As an offshoot of the First Family’s huge business network, it makes sense that Trump Winery puts Americans first. That seemed to be the case when the Virginia-based vineyard needed more workers. It recently put out a call for applications for workers on the field. There was just one, little problem: Americans didn’t want the jobs.
Trump Winery has since done a little turn-around on their call for applications, extending it instead to foreign workers. Perhaps not exactly what President Donald Trump had in mind when he campaigned about “making America great again”.
No Domestic Interest
Established in 1999, Trump Winery is a 1,300-acre estate nestled in the foothills of the Blue Ridge Mountains. Eric Trump, Donald’s son, is the owner. It is also the largest vineyard on the American East Coast, which makes its need for more hands on deck rather sensible.
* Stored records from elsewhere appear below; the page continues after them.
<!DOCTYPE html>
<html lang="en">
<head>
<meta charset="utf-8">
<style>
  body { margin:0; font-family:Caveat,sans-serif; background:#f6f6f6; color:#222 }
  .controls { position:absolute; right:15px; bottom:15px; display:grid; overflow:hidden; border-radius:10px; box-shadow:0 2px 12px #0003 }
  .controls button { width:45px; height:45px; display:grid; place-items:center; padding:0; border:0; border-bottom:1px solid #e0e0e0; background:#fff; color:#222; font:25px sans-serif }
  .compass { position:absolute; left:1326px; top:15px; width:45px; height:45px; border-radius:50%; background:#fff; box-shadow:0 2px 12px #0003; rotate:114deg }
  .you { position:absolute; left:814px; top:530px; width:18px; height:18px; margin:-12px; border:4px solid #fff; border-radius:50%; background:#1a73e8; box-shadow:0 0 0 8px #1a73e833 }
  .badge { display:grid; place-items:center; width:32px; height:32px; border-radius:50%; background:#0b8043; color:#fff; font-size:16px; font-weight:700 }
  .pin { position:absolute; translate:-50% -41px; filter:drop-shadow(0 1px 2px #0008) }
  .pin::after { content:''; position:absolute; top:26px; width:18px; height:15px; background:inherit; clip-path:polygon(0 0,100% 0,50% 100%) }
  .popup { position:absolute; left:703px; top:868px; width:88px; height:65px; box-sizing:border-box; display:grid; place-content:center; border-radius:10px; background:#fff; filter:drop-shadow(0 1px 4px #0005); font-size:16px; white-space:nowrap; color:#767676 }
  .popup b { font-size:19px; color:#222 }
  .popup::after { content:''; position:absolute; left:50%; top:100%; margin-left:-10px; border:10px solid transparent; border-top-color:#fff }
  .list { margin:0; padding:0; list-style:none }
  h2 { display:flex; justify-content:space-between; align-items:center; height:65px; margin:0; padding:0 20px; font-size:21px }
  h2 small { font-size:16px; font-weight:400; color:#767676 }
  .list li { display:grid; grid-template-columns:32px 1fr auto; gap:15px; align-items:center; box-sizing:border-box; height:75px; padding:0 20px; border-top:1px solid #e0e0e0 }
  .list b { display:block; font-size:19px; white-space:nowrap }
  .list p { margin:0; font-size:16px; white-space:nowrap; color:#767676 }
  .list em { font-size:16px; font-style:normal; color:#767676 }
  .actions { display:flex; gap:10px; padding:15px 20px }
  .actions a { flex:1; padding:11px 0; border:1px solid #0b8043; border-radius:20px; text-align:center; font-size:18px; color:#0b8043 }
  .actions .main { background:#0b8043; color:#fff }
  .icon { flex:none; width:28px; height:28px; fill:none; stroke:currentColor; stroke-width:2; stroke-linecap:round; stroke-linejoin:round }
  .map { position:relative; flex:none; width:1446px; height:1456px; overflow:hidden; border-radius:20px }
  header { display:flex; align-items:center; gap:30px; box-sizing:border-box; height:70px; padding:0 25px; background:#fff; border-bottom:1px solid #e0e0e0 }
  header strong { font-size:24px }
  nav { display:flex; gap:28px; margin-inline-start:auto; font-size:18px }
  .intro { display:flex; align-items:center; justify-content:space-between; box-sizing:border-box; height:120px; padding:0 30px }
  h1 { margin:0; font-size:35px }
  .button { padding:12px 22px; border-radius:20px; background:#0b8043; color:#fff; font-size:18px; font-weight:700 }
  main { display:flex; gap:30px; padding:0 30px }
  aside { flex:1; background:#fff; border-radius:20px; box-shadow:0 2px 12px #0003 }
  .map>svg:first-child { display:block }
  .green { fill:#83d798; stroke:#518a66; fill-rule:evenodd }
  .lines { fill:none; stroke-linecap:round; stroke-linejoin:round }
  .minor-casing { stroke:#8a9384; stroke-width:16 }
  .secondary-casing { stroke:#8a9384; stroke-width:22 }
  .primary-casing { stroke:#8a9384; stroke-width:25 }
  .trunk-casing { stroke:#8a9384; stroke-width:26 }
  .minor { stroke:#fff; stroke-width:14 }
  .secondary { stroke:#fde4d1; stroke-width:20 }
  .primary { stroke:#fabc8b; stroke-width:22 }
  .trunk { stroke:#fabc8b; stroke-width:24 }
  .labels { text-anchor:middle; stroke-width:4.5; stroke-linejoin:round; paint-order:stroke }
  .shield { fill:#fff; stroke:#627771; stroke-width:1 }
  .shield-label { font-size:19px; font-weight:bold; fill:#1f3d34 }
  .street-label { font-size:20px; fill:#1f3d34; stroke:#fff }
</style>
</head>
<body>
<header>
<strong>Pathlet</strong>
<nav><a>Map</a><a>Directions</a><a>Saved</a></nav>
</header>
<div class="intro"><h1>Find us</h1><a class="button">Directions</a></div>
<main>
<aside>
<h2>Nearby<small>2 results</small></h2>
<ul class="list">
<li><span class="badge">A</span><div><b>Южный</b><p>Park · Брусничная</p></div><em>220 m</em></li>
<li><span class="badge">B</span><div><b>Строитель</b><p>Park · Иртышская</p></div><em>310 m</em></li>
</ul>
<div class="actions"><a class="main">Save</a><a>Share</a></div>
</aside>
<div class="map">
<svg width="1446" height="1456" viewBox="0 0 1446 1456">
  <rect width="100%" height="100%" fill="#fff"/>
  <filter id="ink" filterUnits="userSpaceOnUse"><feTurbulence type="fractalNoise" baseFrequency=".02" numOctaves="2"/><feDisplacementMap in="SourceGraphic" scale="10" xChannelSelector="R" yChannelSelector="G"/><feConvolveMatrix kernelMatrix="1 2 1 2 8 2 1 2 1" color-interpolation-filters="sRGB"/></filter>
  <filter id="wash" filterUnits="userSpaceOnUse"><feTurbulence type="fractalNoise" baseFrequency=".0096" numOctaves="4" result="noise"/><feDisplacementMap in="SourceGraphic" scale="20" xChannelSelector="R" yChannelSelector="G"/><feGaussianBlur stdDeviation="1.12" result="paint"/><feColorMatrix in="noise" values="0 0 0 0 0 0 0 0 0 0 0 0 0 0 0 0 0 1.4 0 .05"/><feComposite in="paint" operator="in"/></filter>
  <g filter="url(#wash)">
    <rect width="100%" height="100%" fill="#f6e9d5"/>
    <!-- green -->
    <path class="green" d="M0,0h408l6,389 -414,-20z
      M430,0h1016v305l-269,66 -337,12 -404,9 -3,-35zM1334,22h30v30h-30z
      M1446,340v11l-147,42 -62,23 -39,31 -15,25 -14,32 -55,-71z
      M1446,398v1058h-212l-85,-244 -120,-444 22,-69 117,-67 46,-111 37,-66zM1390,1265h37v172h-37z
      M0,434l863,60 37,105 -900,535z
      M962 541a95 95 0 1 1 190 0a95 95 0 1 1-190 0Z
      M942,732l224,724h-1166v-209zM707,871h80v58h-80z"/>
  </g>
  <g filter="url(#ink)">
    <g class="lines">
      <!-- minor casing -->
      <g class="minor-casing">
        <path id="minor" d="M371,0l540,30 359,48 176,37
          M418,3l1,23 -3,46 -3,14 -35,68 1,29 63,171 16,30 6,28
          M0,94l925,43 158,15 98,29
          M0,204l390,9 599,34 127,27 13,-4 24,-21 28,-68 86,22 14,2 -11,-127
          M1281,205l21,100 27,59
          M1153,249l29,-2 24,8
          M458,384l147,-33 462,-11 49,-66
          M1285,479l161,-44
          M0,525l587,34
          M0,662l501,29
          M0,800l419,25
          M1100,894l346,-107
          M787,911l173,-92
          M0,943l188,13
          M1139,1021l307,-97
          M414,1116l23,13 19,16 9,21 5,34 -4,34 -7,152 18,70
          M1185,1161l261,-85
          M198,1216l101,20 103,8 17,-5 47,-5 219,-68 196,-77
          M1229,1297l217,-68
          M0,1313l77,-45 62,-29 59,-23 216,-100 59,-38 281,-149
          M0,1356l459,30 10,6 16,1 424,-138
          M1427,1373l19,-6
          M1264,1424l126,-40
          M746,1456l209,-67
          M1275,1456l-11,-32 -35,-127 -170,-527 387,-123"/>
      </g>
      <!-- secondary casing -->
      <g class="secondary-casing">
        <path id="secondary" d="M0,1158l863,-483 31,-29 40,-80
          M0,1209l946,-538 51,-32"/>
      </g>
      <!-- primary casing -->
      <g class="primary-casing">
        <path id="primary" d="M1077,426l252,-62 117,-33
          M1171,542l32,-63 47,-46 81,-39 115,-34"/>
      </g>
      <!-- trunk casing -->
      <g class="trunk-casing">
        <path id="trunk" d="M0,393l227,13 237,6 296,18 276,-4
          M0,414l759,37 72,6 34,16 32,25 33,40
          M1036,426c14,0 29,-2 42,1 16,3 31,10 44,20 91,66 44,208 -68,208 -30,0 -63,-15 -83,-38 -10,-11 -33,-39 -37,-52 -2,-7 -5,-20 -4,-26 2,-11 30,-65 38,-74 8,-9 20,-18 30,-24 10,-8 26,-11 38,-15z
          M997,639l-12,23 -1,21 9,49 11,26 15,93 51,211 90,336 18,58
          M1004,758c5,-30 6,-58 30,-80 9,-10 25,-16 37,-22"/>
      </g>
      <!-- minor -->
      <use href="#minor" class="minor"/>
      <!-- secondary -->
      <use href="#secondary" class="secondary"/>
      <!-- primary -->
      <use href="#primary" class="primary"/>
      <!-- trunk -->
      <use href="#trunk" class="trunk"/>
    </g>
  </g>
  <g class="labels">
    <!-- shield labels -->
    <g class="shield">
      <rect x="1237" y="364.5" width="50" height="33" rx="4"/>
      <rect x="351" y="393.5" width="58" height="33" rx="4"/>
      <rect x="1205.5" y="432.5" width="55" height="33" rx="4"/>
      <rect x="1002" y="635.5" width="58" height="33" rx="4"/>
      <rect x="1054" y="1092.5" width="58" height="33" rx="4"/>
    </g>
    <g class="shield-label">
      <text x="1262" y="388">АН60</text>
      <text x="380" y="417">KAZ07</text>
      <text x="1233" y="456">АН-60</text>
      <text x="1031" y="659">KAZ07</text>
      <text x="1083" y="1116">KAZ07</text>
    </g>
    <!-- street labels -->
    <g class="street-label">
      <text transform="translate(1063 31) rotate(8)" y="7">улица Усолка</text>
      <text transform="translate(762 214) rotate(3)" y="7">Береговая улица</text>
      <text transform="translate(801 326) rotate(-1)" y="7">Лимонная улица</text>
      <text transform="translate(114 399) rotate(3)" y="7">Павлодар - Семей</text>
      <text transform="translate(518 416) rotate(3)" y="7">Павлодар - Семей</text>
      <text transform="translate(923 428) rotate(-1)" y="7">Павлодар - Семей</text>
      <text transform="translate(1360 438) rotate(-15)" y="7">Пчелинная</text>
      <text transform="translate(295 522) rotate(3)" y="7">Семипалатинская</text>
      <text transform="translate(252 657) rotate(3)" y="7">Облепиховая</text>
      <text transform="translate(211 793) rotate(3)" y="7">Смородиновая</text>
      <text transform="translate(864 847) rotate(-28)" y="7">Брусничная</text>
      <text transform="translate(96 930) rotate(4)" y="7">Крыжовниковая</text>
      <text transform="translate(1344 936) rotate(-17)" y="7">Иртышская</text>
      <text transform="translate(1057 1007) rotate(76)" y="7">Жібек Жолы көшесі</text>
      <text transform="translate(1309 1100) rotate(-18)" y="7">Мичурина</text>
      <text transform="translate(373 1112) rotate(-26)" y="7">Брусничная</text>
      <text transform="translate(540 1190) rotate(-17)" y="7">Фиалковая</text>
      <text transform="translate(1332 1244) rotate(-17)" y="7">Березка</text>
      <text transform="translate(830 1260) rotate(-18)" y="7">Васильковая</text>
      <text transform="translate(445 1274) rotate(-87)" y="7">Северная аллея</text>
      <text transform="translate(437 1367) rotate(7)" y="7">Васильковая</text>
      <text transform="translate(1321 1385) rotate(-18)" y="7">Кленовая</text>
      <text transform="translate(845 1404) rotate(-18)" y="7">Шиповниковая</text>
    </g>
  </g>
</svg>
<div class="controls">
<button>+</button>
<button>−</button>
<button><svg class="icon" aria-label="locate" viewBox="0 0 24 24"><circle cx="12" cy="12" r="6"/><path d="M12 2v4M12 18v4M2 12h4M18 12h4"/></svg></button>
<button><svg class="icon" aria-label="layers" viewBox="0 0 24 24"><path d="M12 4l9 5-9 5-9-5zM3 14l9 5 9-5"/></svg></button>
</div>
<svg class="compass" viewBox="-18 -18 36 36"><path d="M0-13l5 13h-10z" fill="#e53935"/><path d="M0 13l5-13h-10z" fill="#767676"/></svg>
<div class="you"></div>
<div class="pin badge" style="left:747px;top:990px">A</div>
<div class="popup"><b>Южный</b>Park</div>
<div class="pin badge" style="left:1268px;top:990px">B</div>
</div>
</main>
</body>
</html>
But Atty. Libby Whitely, who has worked with Trump Winery employees, has admitted to Daily Progress newspaper that it’s been difficult to find just that. It’s hard to say whether this has been due to the nature of the job (planting and harvesting), or simply an extension of the boycotts on Trump businesses. The President’s first few months in presidency have been some of the most divisive and politically charged ever. That may have translated into a lack of local interest in employment under the Trump name.
Instead, Trump Winery has applied for a total of 29 foreign-born workers, through the federal H2-A work visa program, Denver Post reports.
The H2-A program allows companies seeking additional manpower to temporarily hire foreign-born agricultural workers. Companies who aim to do this must prove that they’ve experienced difficulties in acquiring local manpower. This includes having produced newspaper ads in the areas where workers will be stationed.
Even Foreigners Don’t Want It
The next obstacle that the winery needs to hurdle? The apparent lack of interest coming in from abroad, too. It was assumed that once Trump had opened the doors to foreigners, applications would no longer be a problem. Instead, they’ve found similar disinterest from abroad as well.
According to Whitely, only 13 applications came in. Those applications came from the likes of the Philppines, Indonesia, Kenya, and Nigeria. However, the number falls short of the 29 that the company needs.
The H2-A program mandates that workers must be paid at least $10.72 an hour for vineyard farm workers. They must also be provided housing and transportation, should they be required to be away from their residence overnight.